México abre su petróleo a la inversión privada
La decisión del presidente Peña Nieto implica una reforma constitucional. Pero el proyecto no permite entregar áreas en concesión.

Martes 13 de Agosto de 2013

El presidente de México, Enrique Peña Nieto, presentó un proyecto de reforma constitucional que permitirá abrir a la participación privada al sector de hidrocarburos, un tema muy sensible en un país donde la industria petrolera fue nacionalizada en 1938 y es la principal fuente de ingresos. La reforma, igualmente, es muy limitada: no permite la concesión de zonas y sólo los contratos con empresas privadas del sector.

Con la reforma, el gobierno pretende incrementar la declinante producción de petróleo y gas, así como abrir al capital privado la industria de generación de electricidad. En todo caso, se trata de un desafío para la gigante petrolera estatal Pemex.
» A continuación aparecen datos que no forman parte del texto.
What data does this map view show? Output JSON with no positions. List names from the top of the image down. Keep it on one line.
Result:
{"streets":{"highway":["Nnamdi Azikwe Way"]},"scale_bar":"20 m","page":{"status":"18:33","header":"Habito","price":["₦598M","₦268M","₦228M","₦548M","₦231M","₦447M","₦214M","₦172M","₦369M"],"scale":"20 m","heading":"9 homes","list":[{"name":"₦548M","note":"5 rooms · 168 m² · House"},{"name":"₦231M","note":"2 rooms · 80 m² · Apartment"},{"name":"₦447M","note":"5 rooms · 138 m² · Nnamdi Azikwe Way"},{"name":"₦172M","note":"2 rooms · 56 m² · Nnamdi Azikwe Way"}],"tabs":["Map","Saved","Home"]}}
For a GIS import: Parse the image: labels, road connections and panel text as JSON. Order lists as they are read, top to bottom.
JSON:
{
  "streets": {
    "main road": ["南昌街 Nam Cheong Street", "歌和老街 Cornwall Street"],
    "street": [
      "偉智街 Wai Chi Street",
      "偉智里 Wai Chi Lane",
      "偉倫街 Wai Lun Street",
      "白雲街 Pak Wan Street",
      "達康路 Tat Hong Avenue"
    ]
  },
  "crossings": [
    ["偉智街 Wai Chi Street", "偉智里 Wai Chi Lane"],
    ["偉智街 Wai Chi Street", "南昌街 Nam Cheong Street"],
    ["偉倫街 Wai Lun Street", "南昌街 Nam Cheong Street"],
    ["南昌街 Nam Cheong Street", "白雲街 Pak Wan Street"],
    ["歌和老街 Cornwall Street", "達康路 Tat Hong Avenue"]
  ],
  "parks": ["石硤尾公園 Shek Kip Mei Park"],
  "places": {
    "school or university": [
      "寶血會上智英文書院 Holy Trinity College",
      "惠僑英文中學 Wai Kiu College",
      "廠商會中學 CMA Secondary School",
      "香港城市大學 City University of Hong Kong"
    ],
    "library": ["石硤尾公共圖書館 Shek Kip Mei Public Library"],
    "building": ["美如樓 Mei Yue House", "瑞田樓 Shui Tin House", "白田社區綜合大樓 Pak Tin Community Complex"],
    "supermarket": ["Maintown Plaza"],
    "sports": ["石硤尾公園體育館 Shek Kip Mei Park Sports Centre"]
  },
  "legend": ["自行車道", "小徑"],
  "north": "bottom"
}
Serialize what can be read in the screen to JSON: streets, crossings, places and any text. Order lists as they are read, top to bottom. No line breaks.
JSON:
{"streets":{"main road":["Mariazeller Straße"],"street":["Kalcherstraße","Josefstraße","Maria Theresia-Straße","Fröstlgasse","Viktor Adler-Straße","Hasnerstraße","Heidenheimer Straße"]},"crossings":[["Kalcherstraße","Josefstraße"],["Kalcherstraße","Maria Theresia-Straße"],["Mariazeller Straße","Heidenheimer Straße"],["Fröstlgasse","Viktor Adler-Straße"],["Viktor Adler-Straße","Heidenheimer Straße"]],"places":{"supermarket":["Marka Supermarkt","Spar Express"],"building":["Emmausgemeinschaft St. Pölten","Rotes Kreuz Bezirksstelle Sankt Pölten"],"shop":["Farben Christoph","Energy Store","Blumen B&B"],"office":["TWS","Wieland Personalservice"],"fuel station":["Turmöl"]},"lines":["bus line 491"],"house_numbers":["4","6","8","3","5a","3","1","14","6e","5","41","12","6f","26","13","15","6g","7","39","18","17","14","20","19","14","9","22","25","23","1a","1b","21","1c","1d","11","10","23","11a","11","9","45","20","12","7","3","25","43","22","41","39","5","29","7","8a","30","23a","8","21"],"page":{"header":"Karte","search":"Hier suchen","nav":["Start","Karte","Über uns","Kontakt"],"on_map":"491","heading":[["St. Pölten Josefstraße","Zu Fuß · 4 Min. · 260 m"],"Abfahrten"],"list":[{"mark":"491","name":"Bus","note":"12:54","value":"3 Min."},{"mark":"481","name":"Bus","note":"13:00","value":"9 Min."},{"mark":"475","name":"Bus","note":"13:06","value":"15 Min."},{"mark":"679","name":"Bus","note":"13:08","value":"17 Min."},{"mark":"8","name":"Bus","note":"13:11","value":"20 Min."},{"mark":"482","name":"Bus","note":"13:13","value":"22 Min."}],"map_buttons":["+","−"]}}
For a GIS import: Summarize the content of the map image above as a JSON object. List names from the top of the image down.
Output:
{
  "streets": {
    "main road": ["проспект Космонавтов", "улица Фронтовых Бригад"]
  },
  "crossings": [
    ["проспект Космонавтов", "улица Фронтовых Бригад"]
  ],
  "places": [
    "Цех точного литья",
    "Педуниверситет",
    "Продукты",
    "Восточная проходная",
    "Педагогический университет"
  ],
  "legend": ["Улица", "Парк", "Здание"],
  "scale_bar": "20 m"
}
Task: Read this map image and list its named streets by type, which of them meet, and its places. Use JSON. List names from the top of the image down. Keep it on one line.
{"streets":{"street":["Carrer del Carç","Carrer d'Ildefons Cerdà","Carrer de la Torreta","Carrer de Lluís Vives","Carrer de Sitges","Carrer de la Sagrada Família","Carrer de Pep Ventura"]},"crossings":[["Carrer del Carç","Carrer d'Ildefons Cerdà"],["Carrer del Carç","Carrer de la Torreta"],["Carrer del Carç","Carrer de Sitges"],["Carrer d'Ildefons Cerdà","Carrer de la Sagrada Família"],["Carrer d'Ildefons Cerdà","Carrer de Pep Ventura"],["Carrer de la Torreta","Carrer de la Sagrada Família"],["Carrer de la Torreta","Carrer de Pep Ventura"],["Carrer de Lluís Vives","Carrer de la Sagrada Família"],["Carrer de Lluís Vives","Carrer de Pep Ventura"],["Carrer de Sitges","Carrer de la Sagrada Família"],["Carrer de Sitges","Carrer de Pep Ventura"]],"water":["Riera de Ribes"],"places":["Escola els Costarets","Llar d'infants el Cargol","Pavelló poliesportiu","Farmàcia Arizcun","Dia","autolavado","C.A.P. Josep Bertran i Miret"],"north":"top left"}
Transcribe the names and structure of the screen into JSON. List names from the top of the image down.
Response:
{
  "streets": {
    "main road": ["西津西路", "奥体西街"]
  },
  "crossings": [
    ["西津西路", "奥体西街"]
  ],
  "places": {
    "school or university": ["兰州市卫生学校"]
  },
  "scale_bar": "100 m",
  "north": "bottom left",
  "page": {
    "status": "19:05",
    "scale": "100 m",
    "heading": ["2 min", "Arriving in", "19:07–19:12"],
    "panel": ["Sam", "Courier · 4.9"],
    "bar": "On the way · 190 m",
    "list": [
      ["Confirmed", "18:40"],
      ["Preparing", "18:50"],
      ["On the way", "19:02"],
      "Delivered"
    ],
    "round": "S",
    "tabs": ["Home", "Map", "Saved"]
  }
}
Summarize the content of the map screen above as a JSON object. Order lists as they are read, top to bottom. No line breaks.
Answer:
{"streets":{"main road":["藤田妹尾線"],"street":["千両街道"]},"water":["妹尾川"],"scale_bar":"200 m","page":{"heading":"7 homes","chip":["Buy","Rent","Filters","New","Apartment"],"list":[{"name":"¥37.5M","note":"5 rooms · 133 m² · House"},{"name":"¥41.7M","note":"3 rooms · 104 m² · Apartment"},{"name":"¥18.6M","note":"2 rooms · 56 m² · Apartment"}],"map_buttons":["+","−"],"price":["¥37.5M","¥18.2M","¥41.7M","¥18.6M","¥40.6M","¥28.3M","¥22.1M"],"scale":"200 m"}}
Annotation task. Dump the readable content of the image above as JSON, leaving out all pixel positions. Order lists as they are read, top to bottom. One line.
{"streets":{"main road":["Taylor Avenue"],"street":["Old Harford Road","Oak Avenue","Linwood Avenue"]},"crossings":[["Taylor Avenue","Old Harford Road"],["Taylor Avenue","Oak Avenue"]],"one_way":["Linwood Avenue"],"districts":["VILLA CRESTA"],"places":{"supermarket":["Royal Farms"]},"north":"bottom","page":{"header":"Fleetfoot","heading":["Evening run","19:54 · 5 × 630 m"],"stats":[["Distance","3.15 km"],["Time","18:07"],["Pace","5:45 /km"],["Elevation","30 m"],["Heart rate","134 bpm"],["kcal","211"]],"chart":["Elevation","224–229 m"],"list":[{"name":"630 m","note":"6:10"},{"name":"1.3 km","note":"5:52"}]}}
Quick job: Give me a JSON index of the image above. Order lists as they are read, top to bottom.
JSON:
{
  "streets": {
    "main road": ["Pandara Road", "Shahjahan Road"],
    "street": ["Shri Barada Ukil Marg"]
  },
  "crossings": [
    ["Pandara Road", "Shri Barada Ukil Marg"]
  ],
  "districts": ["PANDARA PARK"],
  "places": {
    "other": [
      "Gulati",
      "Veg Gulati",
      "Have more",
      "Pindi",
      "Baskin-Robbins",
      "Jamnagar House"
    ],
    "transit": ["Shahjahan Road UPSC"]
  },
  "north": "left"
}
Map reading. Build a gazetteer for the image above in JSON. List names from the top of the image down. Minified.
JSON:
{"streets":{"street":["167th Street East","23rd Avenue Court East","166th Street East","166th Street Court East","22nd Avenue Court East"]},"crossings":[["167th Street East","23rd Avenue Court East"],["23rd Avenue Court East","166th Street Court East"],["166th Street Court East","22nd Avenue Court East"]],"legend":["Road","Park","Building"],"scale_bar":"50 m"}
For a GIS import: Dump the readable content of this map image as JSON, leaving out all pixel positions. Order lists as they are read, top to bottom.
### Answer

El plan presentado ayer por Peña Nieto plantea reformar el artículo 27 de la Constitución para permitir la firma de "contratos de utilidad compartida" entre Pemex y firmas particulares para la exploración y explotación de crudo y gas. Actualmente este artículo impide otorgar concesiones y contratos y establece que la nación lleva a cabo la explotación de los hidrocarburos. La redacción propuesta sólo prohíbe las concesiones, pero elimina la palabra "contratos". Para dar un ejemplo cercano al lector argentino: la reciente concesión a Chevron del yacimiento de Vaca Muerta que hizo YPF no sería posible bajo la nueva redacción de la Constitución mexicana propuesta por Peña Nieto. Igualmente, es un avance desde el punto de vista de la participación del sector privado, hasta hoy muy limitado en México bajo la normativa constitucional de 1938.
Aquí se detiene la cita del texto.